On the other hand, my iPhone is tracking key health measures on a daily basis. I’m recording my steps, blood pressure, weight, exercise, and nutrition. It knows where I’m at, the temperature outside, and the air quality. All key factors or metrics important to my health
Using easy-to-use personal analytics in the cloud, I can analyze all of this data and see how my diet is affecting my weight (did I really need that Grande size cappuccino and a chocolate croissant?), how I need to get better at walking 10,000 steps a day, how travel and weather impacts my exercise regimen (hint: travel means little to no exercise for me, and warmer weather at home means I get more steps in).
Does my doctor see any of this? Nope. Well, not unless I show her my phone – and then what will she do with data? At least we’ll get to have a conversation about in while I’m sitting on the cold table in a funny gown, but she’s certainly not going to track how I’m doing next week or months later when I change my diet or visit the terrace for beers with friends more often during the summer.

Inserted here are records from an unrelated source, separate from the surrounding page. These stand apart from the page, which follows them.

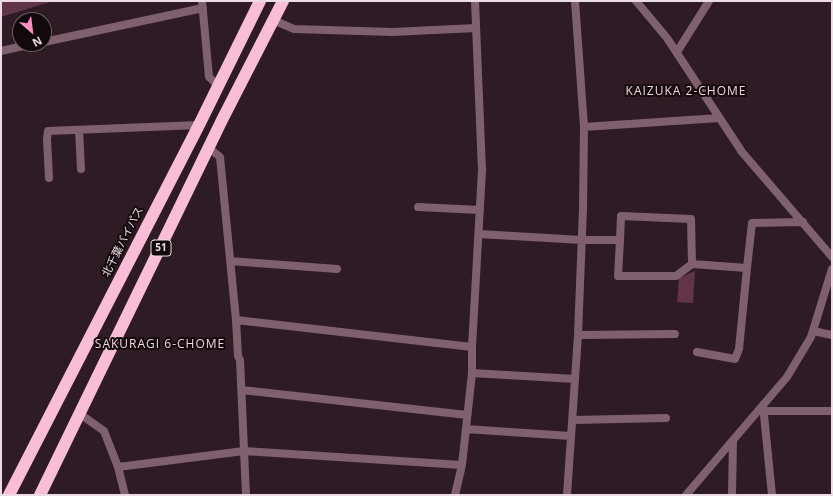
<!DOCTYPE html>
<meta charset="utf-8">
<style>
body{margin:0}
#map{position:relative;width:833px;height:496px;overflow:hidden;background:#2f1b24;font-family:"Open Sans",sans-serif}
canvas{display:block}
.frame{position:absolute;inset:0;border:2px solid #ebdde3;pointer-events:none}
.north{position:absolute;left:12px;top:12px;width:40px;height:40px;box-sizing:border-box;background:#12090d;border:1px solid #695e63;border-radius:50%;rotate:152deg;font-size:11px;font-weight:700;line-height:16px;text-align:center;color:#ebdde3}
.north::after{content:'';display:block;margin:auto;width:14px;height:18px;background:#fc8fc2;clip-path:polygon(50% 0,100% 100%,50% 72%,0 100%)}
</style>
<div id="map">
<canvas width="833" height="496"></canvas>
<div class="frame"></div>
<div class="north">N</div>
</div>
<script>
const c = document.querySelector('canvas').getContext('2d');
c.lineJoin = 'round';
function fill(path, color) { c.fillStyle = color; c.fill(path, 'evenodd'); }
const shape = rows => new Path2D(rows.map(r => 'M' + r).join(''));
function trace(path, color, width, dash) { c.strokeStyle = color; c.lineWidth = width; c.lineCap = dash ? 'butt' : 'round'; c.setLineDash(dash || []); c.stroke(path); }
function write(font, color, halo, rows, align = 'center') {
  c.font = font + ' "Open Sans","Noto Sans JP",sans-serif'; c.lineWidth = 4; c.setLineDash([]); c.textBaseline = 'middle'; c.strokeStyle = halo; c.fillStyle = color; for (const [text, x, y, turn = 0] of rows) {
    c.save(); c.translate(x, y); c.rotate((+turn || 0) * Math.PI / 180); c.textAlign = isNaN(turn) ? turn : align; if (halo) c.strokeText(text, 0, 0); c.fillText(text, 0, 0); c.restore();
  }
}
const green = shape([
 [1,1,53,1,1,17],
 [695,271,693,303,677,302,679,278]
]);
const street = shape([
 [202,1,209,77,218,85],
 [636,1,667,38,742,152,832,257],
 [273,20,294,29,392,32,476,28],
 [44,42,203,8],
 [1,51,32,44],
 [677,52,709,1],
 [584,127,719,118],
 [79,130,81,169],
 [209,148,220,157,236,320,238,356,240,360,246,495],
 [49,178,47,139,48,131,199,125],
 [418,207,480,210],
 [479,234,582,240,620,240,621,216,691,219,692,264],
 [620,240,618,276,676,276,692,264,747,268,752,223,803,222],
 [230,261,337,269],
 [236,320,472,347],
 [813,331,832,335],
 [578,335,675,334],
 [697,352,735,359,739,349,747,268],
 [472,373,575,379],
 [242,390,467,415],
 [763,405,772,495],
 [764,411,832,411],
 [80,414,104,431,118,467,125,495],
 [573,420,666,418],
 [466,429,570,436],
 [118,467,244,451,462,465],
 [455,495,462,465,472,373,472,347,482,170,475,1],
 [567,495,578,335,583,208,584,127,575,1],
 [686,495,787,377,811,337,832,269],
 [732,495,733,441]
]);
const highway = shape([
 [9,495,199,125,260,1],
 [40,495,222,120,283,1]
]);
const shields = [
 [161,248,20]
];
const shieldNames = [
 ["51",161,248]
];
const streetNames = [
 ["北千葉バイパス",123,242,-63]
];
const neighbourhoodNames = [
 ["KAIZUKA 2-CHOME",686,92],
 ["SAKURAGI 6-CHOME",160,345]
];
fill(green, '#613449');
trace(street, '#7f616e', 8);
trace(highway, '#fabdd7', 12);
for (const [x, y, w] of shields) { const box = new Path2D(); box.roundRect(x - w / 2, y - 8, w, 16, 3); c.fillStyle = '#12090d'; c.fill(box); trace(box, '#ebdde3', 1); }
write('bold 10px', '#ebdde3', null, shieldNames);
write('11px', '#ebdde3', '#12090d', streetNames);
c.letterSpacing = '1px';
write('12px', '#f3d7e2', '#12090d', neighbourhoodNames);
c.letterSpacing = '0px';
</script>
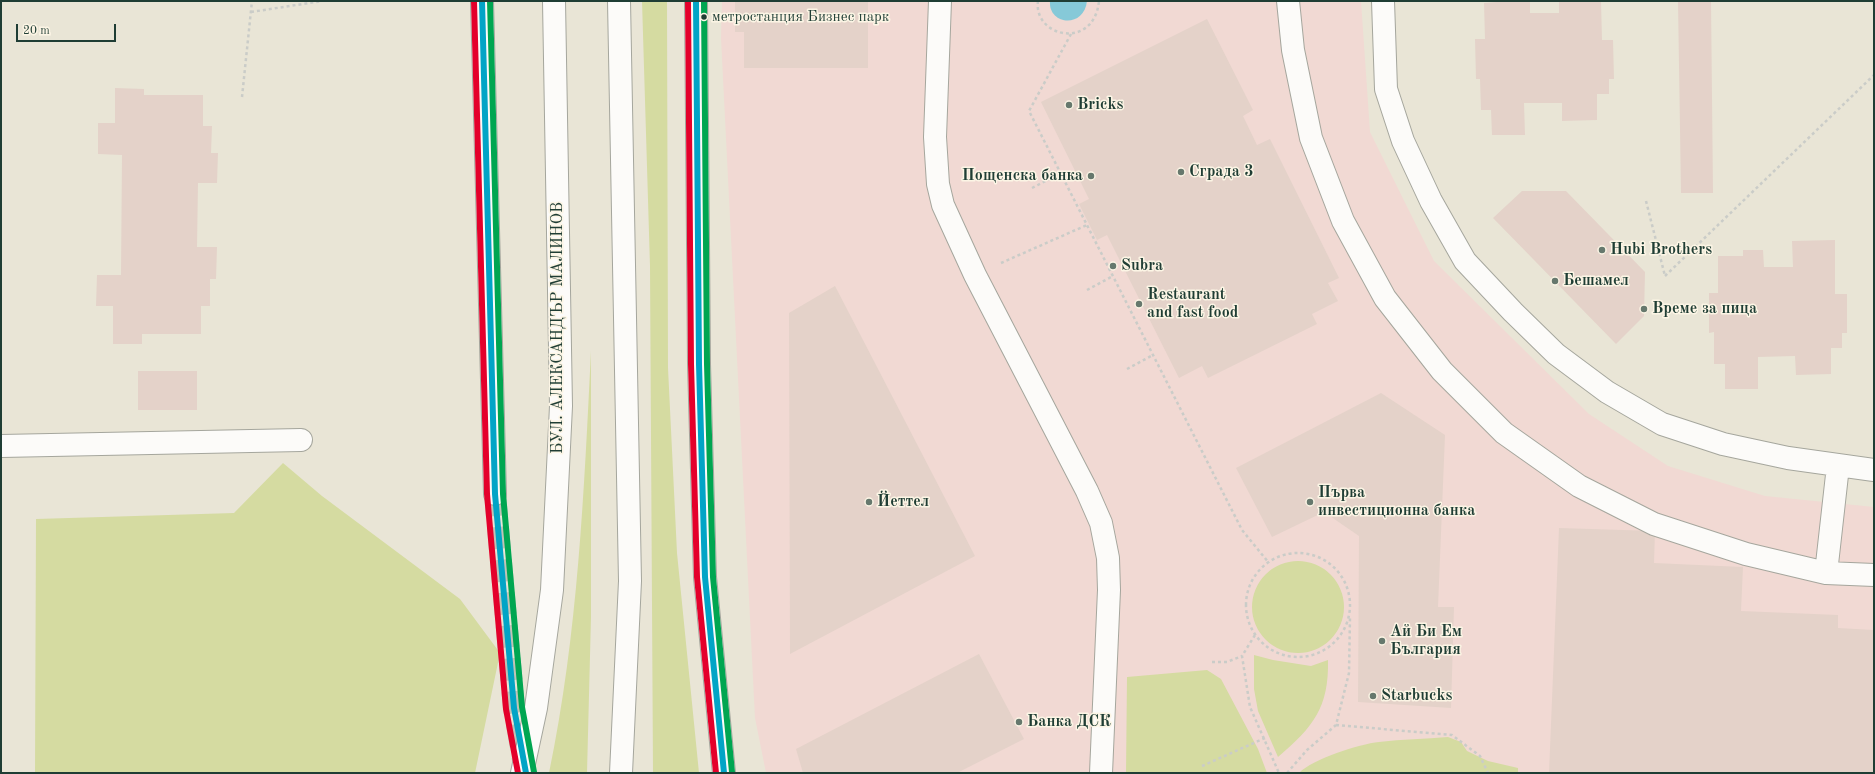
<!DOCTYPE html>
<meta charset="utf-8">
<style>
body{margin:0}
#map{position:relative;width:1875px;height:774px;overflow:hidden;background:#e9e5d6;font-family:"Old Standard TT",serif}
canvas{display:block}
.frame{position:absolute;inset:0;border:2px solid #1f3d34;pointer-events:none}
.scale{position:absolute;left:16px;top:24px;width:100px;height:18px;box-sizing:border-box;border:2px solid #1f3d34;border-top:0;padding-left:5px;font-size:12px;line-height:14px;white-space:nowrap;color:#1f3d34;-webkit-text-stroke:3px #fcf5e5;paint-order:stroke}
</style>
<div id="map">
<canvas width="1875" height="774"></canvas>
<div class="frame"></div>
<div class="scale">20 m</div>
</div>
<script>
const context = document.querySelector('canvas').getContext('2d');
context.lineJoin = 'round';
function fill(path, color) {
  context.fillStyle = color;
  context.fill(path, 'evenodd');
}
function trace(path, color, width, dash) {
  context.strokeStyle = color;
  context.lineWidth = width;
  context.lineCap = dash ? 'butt' : 'round';
  context.setLineDash(dash || []);
  context.stroke(path);
}
function drawText(font, color, halo, rows, align = 'center') {
  context.font = font + ' "Old Standard TT",serif';
  context.lineWidth = 3;
  context.setLineDash([]);
  context.textBaseline = 'middle';
  context.strokeStyle = halo;
  context.fillStyle = color;
  for (const [text, x, y, turn = 0] of rows) {
    context.save();
    context.translate(x, y);
    context.rotate((+turn || 0) * Math.PI / 180);
    context.textAlign = isNaN(turn) ? turn : align;
    if (halo) context.strokeText(text, 0, 0);
    context.fillText(text, 0, 0);
    context.restore();
  }
}
const built = new Path2D(`
 M722,1H1361L1370,132L1434,261L1589,414L1668,466L1765,496L1874,507V773H766L755,718L721,38Z`);
const green = new Path2D(`
 M642,1H667L668,368L677,553L699,773H653L650,266Z
 M591,351V617L587,773H549C578,634 584,492 591,351Z
 M283,463L322,496L460,599L500,653L475,773H35L36,519L234,513Z
 M1252 607a46 46 0 1 1 92 0a46 46 0 1 1-92 0Z
 M1254,655L1273,660L1311,666L1328,660C1329,708 1313,727 1278,757L1258,711L1254,689Z
 M1207,670L1221,679L1258,749L1267,773H1126L1127,677Z
 M1448,737L1461,742L1467,751L1488,761L1518,768V773H1299C1313,759 1359,744 1379,742C1402,739 1425,739 1448,737Z`);
const water = new Path2D(`
 M1050,1H1087C1084,29 1048,25 1050,1Z`);
const building = new Path2D(`
 M735,1H868V68H744V32H735Z
 M1509,1H1530V13H1559V1H1601L1602,40H1613L1614,79H1609V94H1597V120L1562,121V103H1524L1525,135H1492L1491,110H1481L1480,79H1476L1475,39H1485L1484,3Z
 M1678,1H1711L1713,193H1681Z
 M1207,19L1253,110L1243,116L1257,145L1270,139L1339,278L1328,283L1338,301L1312,314L1317,324L1208,378L1202,366L1179,378L1107,235L1097,240L1079,204L1089,199L1041,102Z
 M115,88L144,89V95H203V126H212L211,153H218L217,183H198L197,247H217L216,279H210V306H201V334H142V344H113V306H96L97,275H121L122,155L98,154V123H115Z
 M1522,191H1566L1645,272L1644,316L1616,344L1493,218Z
 M1835,240V294H1847V333H1842V348H1831V374L1796,375L1795,356L1758,357V389H1725V364H1714V332L1709,333V293H1718V256H1743V250H1763L1764,267H1793L1792,241Z
 M835,286L975,556L790,654L789,313Z
 M138,371H197V410H138Z
 M1381,393L1445,435L1438,607H1454L1451,708L1358,702L1359,536L1324,512L1272,537L1236,468Z
 M1559,528L1655,531L1654,563L1743,567L1741,611L1838,615V628L1874,630V773H1549Z
 M979,654L1024,739L957,773H803L796,749Z`);
const minorTunnel = new Path2D(`
 M495,494L514,708L524,765`);
const path = new Path2D(`
 M1038,1C1033,37 1094,51 1099,1
 M251,12L322,1
 M1071,34L1029,111L1242,530L1269,563
 M242,97L252,1
 M1032,188L1061,173
 M1646,201L1665,276
 M1001,263L1087,225
 M1665,276L1874,75
 M1087,290L1113,276
 M1127,369L1153,355
 M1246 605a52 52 0 1 1 104 0a52 52 0 1 1-104 0Z
 M1255,635L1242,656L1250,707L1279,773
 M1212,662H1227L1242,656
 M1336,725L1452,735L1480,756L1488,773
 M1202,766L1265,738
 M1287,773L1307,750L1336,725L1349,673L1350,617`);
const minor = new Path2D(`
 M482,1L495,494
 M696,1L699,364L705,577L724,773
 M940,1L935,137L938,184L943,205L975,275L1087,491L1101,523L1108,558L1109,590L1101,773
 M1288,1L1293,50L1311,138L1343,221L1385,298L1442,371L1504,433L1579,486L1654,524L1746,554L1826,573L1874,575
 M1383,1L1386,89L1403,141L1431,201L1465,261L1513,312L1556,354L1607,392L1662,424L1723,444L1788,458L1874,470
 M1,446L301,440
 M1826,573L1838,466`);
const major = new Path2D(`
 M619,1L630,581L621,773
 M522,773L536,708L552,590L561,406L554,1`);
const bus1 = new Path2D(`
 M482,1L495,494L514,708L526,773
 M696,1L699,364L705,577L724,773`);
const bus2 = new Path2D(`
 M474,1L487,494L506,709L518,773
 M688,1L691,364L697,577L716,773`);
const bus3 = new Path2D(`
 M490,1L503,494L522,707L534,772
 M704,1L707,364L713,577L732,772`);
const markers = [
 [704,17,3.5,"#1f3d34"],
 [1069,105,4,"#66786d"],
 [1181,172,4,"#66786d"],
 [1091,176,4,"#66786d"],
 [1602,250,4,"#66786d"],
 [1113,266,4,"#66786d"],
 [1555,281,4,"#66786d"],
 [1139,304,4,"#66786d"],
 [1644,309,4,"#66786d"],
 [869,502,4,"#66786d"],
 [1310,502,4,"#66786d"],
 [1382,641,4,"#66786d"],
 [1373,696,4,"#66786d"],
 [1019,722,4,"#66786d"]
];
const busNames = [
 ["метростанция Бизнес парк",712,17]
];
const poiNames = [
 ["Bricks",1077,105],
 ["Сграда 3",1189,172],
 ["Пощенска банка",1083,176,"right"],
 ["Hubi Brothers",1610,250],
 ["Subra",1121,266],
 ["Бешамел",1563,281],
 ["Restaurant",1147,295],
 ["and fast food",1147,313],
 ["Време за пица",1652,309],
 ["Първа",1318,493],
 ["инвестиционна банка",1318,511],
 ["Йеттел",877,502],
 ["Ай Би Ем",1390,632],
 ["България",1390,650],
 ["Starbucks",1381,696],
 ["Банка ДСК",1027,722]
];
const streetNames = [
 ["БУЛ. АЛЕКСАНДЪР МАЛИНОВ",558,328,-90]
];
fill(built, '#f1d9d3');
fill(green, '#d5dba1');
fill(water, '#86c9d8');
fill(building, '#e4d2c9');
trace(minorTunnel, '#c1c3b6', 22, [22, 11]);
trace(minor, '#a5a69d', 24);
trace(major, '#a5a69d', 24);
trace(path, '#caccc8', 2.5, [3, 3]);
trace(minor, '#fcfbf9', 22);
trace(major, '#fcfbf9', 22);
trace(bus1, '#02a4c6', 6);
trace(bus2, '#e4002b', 6);
trace(bus3, '#00a651', 6);
for (const [x, y, r, color] of markers) {
  const dot = new Path2D();
  dot.arc(x, y, r, 0, 2 * Math.PI);
  context.fillStyle = color;
  context.fill(dot);
  trace(dot, '#fcf5e5', 1.5);
}
drawText('15px', '#1f3d34', '#fcf5e5', busNames, 'left');
drawText('bold 16px', '#1f3d34', '#fcf5e5', poiNames, 'left');
drawText('16px', '#1f3d34', '#fcf5e5', streetNames);
</script>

While EHRs have the ability to bring in personal health data (often called PRO or Patient-Reported Outcomes), many organizations do not turn on this capability or they fail to use it effectively. A missed opportunity to see the whole story. So, can we go ahead and just call the systems our doctors use Electronic Sickness Records? I’ll be over here trying to stick to my latest adventure (the Keto diet) and walking to my favorite coffee shop where I’ll grimace at that delicious looking Pain au Chocolat.